_Information:_

◇ ◇ ◇ ◇

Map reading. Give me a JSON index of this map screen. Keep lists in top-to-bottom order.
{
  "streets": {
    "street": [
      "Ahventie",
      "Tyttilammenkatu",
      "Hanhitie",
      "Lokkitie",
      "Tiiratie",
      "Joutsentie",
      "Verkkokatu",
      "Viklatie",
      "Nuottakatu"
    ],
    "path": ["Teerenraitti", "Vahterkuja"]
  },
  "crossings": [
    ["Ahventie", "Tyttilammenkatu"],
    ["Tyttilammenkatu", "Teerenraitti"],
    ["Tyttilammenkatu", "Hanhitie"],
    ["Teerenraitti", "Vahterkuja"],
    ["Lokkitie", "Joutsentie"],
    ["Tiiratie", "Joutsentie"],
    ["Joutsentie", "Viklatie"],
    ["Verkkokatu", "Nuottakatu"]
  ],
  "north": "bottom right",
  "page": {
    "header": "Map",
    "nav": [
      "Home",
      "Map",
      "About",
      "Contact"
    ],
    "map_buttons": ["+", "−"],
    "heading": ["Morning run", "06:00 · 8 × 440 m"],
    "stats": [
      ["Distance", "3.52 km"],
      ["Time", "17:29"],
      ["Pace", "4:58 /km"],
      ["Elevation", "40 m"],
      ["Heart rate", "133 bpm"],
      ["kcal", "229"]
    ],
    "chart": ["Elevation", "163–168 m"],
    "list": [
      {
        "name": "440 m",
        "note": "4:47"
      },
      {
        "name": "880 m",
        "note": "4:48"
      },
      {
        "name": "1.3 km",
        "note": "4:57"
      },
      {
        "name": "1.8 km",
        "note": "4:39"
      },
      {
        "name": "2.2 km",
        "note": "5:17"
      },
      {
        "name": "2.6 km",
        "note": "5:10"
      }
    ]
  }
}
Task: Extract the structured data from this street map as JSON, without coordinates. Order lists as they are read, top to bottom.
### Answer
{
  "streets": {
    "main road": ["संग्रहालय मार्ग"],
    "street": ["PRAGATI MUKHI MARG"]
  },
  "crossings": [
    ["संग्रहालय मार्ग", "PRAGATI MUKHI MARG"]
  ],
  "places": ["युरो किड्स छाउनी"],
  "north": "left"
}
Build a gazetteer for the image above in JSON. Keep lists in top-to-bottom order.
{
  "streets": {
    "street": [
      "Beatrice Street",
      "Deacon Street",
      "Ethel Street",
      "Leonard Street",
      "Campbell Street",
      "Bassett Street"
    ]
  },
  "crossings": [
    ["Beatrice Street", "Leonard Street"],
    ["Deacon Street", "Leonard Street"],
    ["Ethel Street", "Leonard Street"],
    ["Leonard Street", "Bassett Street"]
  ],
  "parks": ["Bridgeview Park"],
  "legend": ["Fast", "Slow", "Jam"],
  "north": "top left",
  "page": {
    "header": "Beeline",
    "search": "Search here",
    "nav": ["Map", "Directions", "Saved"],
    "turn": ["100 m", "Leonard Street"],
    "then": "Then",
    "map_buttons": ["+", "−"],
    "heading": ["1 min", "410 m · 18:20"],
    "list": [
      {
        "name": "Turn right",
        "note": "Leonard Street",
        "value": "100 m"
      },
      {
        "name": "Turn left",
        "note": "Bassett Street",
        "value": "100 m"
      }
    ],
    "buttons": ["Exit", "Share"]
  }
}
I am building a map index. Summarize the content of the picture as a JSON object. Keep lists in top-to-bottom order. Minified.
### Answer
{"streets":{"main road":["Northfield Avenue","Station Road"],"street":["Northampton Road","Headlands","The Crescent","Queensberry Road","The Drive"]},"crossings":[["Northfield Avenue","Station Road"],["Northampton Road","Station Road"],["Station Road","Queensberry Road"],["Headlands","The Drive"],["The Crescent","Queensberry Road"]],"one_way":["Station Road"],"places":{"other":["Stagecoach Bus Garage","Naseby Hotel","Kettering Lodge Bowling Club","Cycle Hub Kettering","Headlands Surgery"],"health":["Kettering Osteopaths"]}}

◇ ◇ ◇ ◇

_Task requirements:_ Return the whole listing exactly, with every line included.

_Answer space:_
Map reading. Give me a JSON index of this map screen. Keep lists in top-to-bottom order.
{
  "streets": {
    "street": [
      "Ahventie",
      "Tyttilammenkatu",
      "Hanhitie",
      "Lokkitie",
      "Tiiratie",
      "Joutsentie",
      "Verkkokatu",
      "Viklatie",
      "Nuottakatu"
    ],
    "path": ["Teerenraitti", "Vahterkuja"]
  },
  "crossings": [
    ["Ahventie", "Tyttilammenkatu"],
    ["Tyttilammenkatu", "Teerenraitti"],
    ["Tyttilammenkatu", "Hanhitie"],
    ["Teerenraitti", "Vahterkuja"],
    ["Lokkitie", "Joutsentie"],
    ["Tiiratie", "Joutsentie"],
    ["Joutsentie", "Viklatie"],
    ["Verkkokatu", "Nuottakatu"]
  ],
  "north": "bottom right",
  "page": {
    "header": "Map",
    "nav": [
      "Home",
      "Map",
      "About",
      "Contact"
    ],
    "map_buttons": ["+", "−"],
    "heading": ["Morning run", "06:00 · 8 × 440 m"],
    "stats": [
      ["Distance", "3.52 km"],
      ["Time", "17:29"],
      ["Pace", "4:58 /km"],
      ["Elevation", "40 m"],
      ["Heart rate", "133 bpm"],
      ["kcal", "229"]
    ],
    "chart": ["Elevation", "163–168 m"],
    "list": [
      {
        "name": "440 m",
        "note": "4:47"
      },
      {
        "name": "880 m",
        "note": "4:48"
      },
      {
        "name": "1.3 km",
        "note": "4:57"
      },
      {
        "name": "1.8 km",
        "note": "4:39"
      },
      {
        "name": "2.2 km",
        "note": "5:17"
      },
      {
        "name": "2.6 km",
        "note": "5:10"
      }
    ]
  }
}
Task: Extract the structured data from this street map as JSON, without coordinates. Order lists as they are read, top to bottom.
### Answer
{
  "streets": {
    "main road": ["संग्रहालय मार्ग"],
    "street": ["PRAGATI MUKHI MARG"]
  },
  "crossings": [
    ["संग्रहालय मार्ग", "PRAGATI MUKHI MARG"]
  ],
  "places": ["युरो किड्स छाउनी"],
  "north": "left"
}
Build a gazetteer for the image above in JSON. Keep lists in top-to-bottom order.
{
  "streets": {
    "street": [
      "Beatrice Street",
      "Deacon Street",
      "Ethel Street",
      "Leonard Street",
      "Campbell Street",
      "Bassett Street"
    ]
  },
  "crossings": [
    ["Beatrice Street", "Leonard Street"],
    ["Deacon Street", "Leonard Street"],
    ["Ethel Street", "Leonard Street"],
    ["Leonard Street", "Bassett Street"]
  ],
  "parks": ["Bridgeview Park"],
  "legend": ["Fast", "Slow", "Jam"],
  "north": "top left",
  "page": {
    "header": "Beeline",
    "search": "Search here",
    "nav": ["Map", "Directions", "Saved"],
    "turn": ["100 m", "Leonard Street"],
    "then": "Then",
    "map_buttons": ["+", "−"],
    "heading": ["1 min", "410 m · 18:20"],
    "list": [
      {
        "name": "Turn right",
        "note": "Leonard Street",
        "value": "100 m"
      },
      {
        "name": "Turn left",
        "note": "Bassett Street",
        "value": "100 m"
      }
    ],
    "buttons": ["Exit", "Share"]
  }
}
I am building a map index. Summarize the content of the picture as a JSON object. Keep lists in top-to-bottom order. Minified.
### Answer
{"streets":{"main road":["Northfield Avenue","Station Road"],"street":["Northampton Road","Headlands","The Crescent","Queensberry Road","The Drive"]},"crossings":[["Northfield Avenue","Station Road"],["Northampton Road","Station Road"],["Station Road","Queensberry Road"],["Headlands","The Drive"],["The Crescent","Queensberry Road"]],"one_way":["Station Road"],"places":{"other":["Stagecoach Bus Garage","Naseby Hotel","Kettering Lodge Bowling Club","Cycle Hub Kettering","Headlands Surgery"],"health":["Kettering Osteopaths"]}}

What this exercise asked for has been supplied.